2. Vice-President — The powers and duties of the Vice-President are:
a. the same as those of the President in the President’s absence, or when the President assigns him or her presidential duties;
b. to be an authorized signer of checks; and
c. to provide other such services as the President may assign.
3. Secretary — The powers and duties of the Secretary are:
a. to record the minutes of all meetings of the Membership and of the Board of Directors;
b. to maintain copies of all written records originated or received by HPSPNA;
c. to provide Regular Members with access to the records of HPSPNA, after reasonable notice, and at a time and place convenient to the Secretary and to the inquiring Regular Member; and
d. to provide other such services as the President may assign.

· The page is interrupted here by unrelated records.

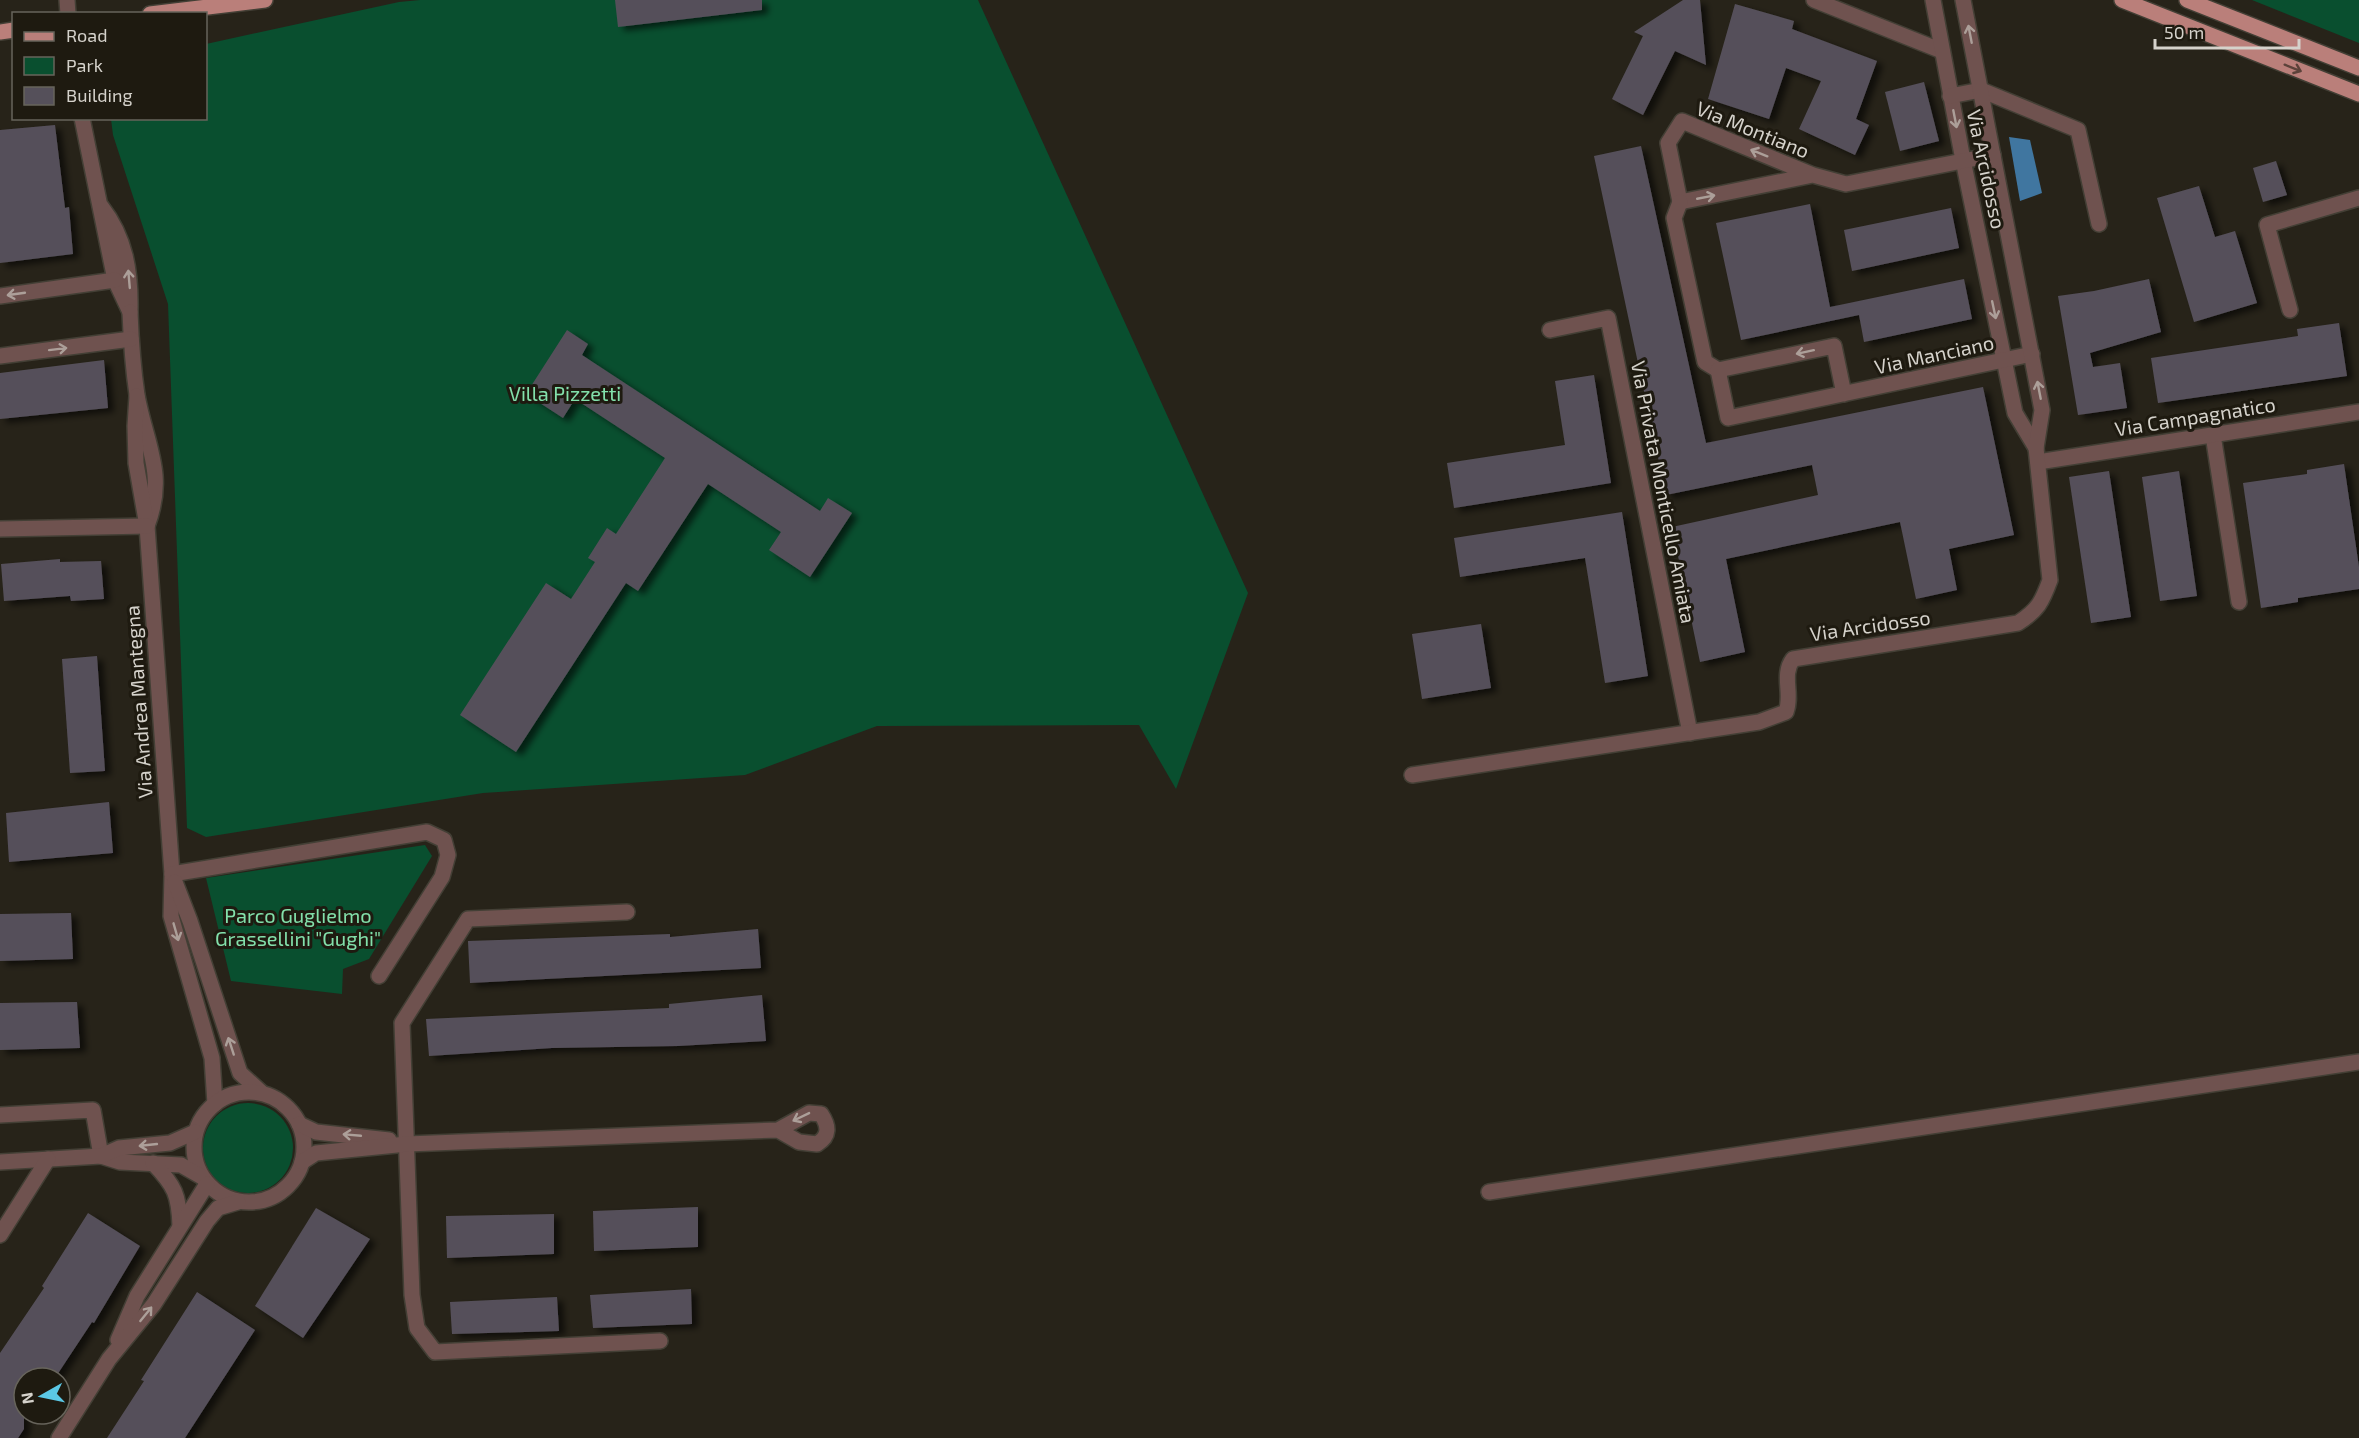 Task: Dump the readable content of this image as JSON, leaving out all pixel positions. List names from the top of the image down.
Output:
{
  "streets": {
    "street": [
      "Via Montiano",
      "Via Arcidosso",
      "Via Manciano",
      "Via Campagnatico",
      "Via Privata Monticello Amiata",
      "Via Andrea Mantegna"
    ]
  },
  "crossings": [
    ["Via Montiano", "Via Arcidosso"],
    ["Via Arcidosso", "Via Manciano"],
    ["Via Arcidosso", "Via Campagnatico"],
    ["Via Arcidosso", "Via Privata Monticello Amiata"]
  ],
  "parks": ["Villa Pizzetti", "Parco Guglielmo Grassellini \"Gughi\""],
  "legend": ["Road", "Park", "Building"],
  "scale_bar": "50 m",
  "north": "left"
} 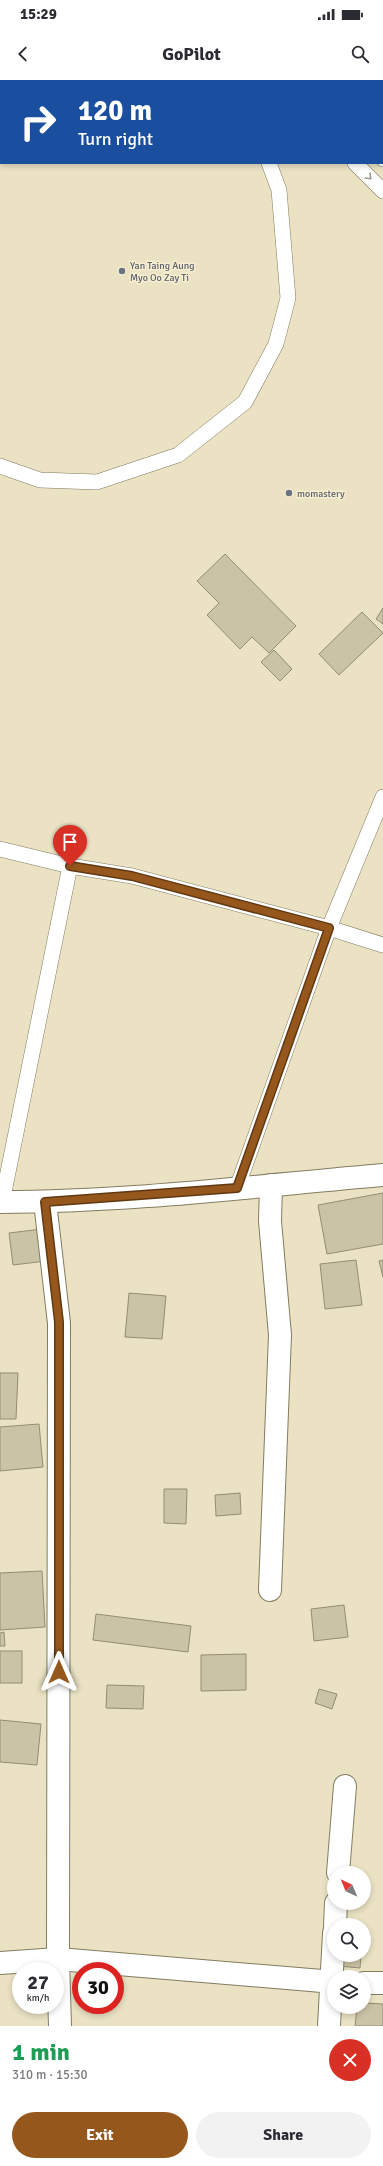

4. Treasurer — The powers and duties of the Treasurer are:
a. to maintain all financial records of HPSPNA (and each Member shall have the right, upon fifteen (15) days prior written notice to the Treasurer, to inspect such financial records);
b. to conduct all financial transactions for HPSPNA, under the direction of the Board of Directors;
c. to serve as a custodian of HPSPNA’s funds, and deposit them in the banks or other financial institutions approved by the Board of Directors;
d. to receive and record membership dues;
e. to maintain a current, up-to-date list of current Members;
f. to notify all Members of the amount of dues and the time for payment;
g. to be an authorized signer of checks;
h. to prepare an annual financial report and deliver it to the Members at the Annual Business Meeting, and to prepare other financial reports when instructed to do so by the Board of Directors; and
i. to provide other such services as the President may assign.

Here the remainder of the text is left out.